[Data excerpts]
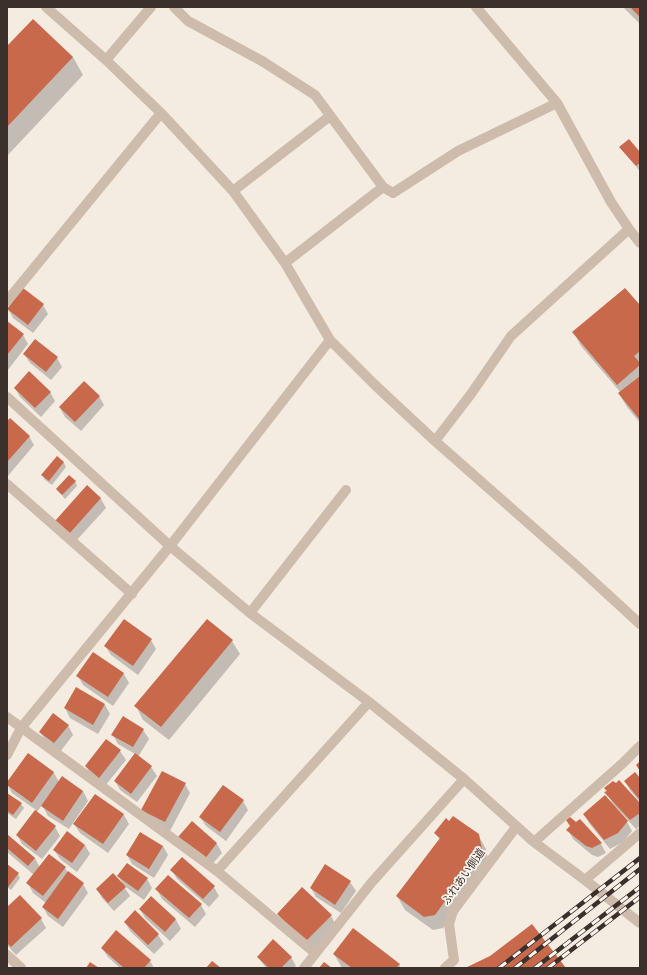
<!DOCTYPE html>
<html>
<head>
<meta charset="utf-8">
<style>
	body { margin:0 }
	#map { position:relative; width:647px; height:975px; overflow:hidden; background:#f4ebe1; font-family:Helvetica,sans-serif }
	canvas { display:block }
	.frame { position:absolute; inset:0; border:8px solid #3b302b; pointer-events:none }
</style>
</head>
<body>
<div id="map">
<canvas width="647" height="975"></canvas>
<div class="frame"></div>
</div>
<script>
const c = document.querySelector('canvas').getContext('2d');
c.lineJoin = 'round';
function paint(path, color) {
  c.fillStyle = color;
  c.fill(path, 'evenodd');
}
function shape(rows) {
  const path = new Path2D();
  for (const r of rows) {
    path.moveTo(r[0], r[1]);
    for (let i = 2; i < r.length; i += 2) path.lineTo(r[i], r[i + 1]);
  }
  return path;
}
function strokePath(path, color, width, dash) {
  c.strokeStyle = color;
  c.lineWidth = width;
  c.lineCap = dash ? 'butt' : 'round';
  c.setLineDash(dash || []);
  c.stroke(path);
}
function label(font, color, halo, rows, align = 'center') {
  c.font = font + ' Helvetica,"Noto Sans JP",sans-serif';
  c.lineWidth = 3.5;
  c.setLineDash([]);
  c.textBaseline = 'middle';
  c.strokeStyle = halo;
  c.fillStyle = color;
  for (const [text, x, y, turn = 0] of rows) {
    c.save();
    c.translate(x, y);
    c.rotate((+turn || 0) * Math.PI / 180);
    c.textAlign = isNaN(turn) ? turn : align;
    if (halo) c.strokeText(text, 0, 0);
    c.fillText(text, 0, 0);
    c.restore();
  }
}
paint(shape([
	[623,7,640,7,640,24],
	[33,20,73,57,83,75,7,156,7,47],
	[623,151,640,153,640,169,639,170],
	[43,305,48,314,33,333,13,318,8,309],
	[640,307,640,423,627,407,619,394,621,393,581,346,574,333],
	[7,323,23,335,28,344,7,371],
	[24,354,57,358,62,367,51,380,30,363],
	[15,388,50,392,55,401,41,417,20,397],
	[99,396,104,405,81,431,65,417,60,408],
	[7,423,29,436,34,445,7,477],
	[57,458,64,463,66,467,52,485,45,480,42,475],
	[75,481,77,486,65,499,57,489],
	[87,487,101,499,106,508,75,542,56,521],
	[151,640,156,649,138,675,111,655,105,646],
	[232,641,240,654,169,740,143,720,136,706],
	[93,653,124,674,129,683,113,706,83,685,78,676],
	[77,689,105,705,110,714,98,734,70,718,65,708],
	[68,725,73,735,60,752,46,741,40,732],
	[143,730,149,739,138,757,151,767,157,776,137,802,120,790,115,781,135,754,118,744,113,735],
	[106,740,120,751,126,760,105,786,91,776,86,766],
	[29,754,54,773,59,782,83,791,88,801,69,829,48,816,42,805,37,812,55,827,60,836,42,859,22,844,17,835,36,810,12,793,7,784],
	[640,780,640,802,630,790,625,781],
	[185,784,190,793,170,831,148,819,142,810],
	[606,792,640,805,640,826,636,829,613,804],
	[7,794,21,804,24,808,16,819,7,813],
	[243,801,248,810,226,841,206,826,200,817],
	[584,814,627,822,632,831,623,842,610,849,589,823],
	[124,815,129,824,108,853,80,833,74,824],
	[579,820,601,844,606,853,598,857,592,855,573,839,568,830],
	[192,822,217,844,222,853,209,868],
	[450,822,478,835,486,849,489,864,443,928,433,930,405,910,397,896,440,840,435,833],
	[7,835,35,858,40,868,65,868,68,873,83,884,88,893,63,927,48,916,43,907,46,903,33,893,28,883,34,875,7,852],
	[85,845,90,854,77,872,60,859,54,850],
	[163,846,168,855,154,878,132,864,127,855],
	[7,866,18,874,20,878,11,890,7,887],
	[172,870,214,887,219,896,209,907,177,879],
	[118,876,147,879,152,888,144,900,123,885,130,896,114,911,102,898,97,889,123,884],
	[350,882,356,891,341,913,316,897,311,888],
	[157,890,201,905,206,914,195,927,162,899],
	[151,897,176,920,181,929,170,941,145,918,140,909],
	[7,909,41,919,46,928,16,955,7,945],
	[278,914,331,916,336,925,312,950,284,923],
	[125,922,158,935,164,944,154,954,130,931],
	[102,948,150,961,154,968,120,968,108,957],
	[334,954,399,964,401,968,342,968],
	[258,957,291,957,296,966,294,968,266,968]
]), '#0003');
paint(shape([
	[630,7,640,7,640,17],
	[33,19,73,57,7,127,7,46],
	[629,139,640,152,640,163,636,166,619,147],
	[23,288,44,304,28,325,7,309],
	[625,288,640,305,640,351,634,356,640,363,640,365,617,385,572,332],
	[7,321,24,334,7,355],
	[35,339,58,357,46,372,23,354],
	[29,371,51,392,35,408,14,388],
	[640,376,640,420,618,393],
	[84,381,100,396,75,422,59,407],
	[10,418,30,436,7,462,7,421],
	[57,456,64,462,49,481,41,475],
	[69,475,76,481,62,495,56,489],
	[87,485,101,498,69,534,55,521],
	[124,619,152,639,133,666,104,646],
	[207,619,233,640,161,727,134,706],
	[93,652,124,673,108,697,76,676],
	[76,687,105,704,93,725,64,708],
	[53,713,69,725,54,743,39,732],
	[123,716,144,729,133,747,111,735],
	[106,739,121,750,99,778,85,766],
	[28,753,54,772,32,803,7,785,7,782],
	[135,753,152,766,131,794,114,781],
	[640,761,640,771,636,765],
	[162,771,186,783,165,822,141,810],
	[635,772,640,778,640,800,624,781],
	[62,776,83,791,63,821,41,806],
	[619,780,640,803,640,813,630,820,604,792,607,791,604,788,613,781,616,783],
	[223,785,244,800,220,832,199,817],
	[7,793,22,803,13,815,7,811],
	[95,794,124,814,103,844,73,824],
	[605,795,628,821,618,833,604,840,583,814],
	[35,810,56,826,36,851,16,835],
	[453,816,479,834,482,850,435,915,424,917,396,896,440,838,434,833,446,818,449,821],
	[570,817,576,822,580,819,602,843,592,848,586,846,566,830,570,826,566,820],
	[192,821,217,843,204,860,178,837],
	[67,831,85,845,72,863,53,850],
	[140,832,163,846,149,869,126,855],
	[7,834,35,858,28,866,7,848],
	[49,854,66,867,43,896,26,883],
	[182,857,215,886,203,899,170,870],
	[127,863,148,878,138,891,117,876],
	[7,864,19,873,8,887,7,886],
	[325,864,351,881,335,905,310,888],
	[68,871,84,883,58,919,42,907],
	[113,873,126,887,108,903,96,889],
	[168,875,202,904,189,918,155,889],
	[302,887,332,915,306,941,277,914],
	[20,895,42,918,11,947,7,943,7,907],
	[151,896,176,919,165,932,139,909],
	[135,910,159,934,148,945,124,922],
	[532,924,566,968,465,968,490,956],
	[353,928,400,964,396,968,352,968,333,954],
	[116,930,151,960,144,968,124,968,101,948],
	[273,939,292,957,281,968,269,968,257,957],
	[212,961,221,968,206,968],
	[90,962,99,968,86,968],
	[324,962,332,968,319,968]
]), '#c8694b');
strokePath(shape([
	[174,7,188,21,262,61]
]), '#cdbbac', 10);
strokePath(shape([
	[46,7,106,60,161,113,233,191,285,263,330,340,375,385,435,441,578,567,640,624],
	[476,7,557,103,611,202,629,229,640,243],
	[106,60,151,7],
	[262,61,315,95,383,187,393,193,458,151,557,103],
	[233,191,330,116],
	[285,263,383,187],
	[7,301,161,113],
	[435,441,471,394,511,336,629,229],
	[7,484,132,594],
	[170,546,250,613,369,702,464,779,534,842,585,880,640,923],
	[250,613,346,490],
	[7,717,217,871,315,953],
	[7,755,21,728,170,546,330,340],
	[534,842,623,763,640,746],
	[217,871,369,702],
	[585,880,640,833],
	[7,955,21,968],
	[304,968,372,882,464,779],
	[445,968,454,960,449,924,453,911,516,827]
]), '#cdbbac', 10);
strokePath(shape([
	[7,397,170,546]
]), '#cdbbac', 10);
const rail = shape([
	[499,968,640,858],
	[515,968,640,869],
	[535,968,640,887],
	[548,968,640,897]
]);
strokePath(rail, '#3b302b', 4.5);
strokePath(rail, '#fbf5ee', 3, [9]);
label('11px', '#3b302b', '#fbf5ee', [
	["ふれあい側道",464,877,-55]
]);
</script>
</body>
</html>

# Assignment
Among the records, find each line where the word "canvas" occurs, and copy it.

# Solution
	canvas { display:block }
<canvas width="647" height="975"></canvas>
const c = document.querySelector('canvas').getContext('2d');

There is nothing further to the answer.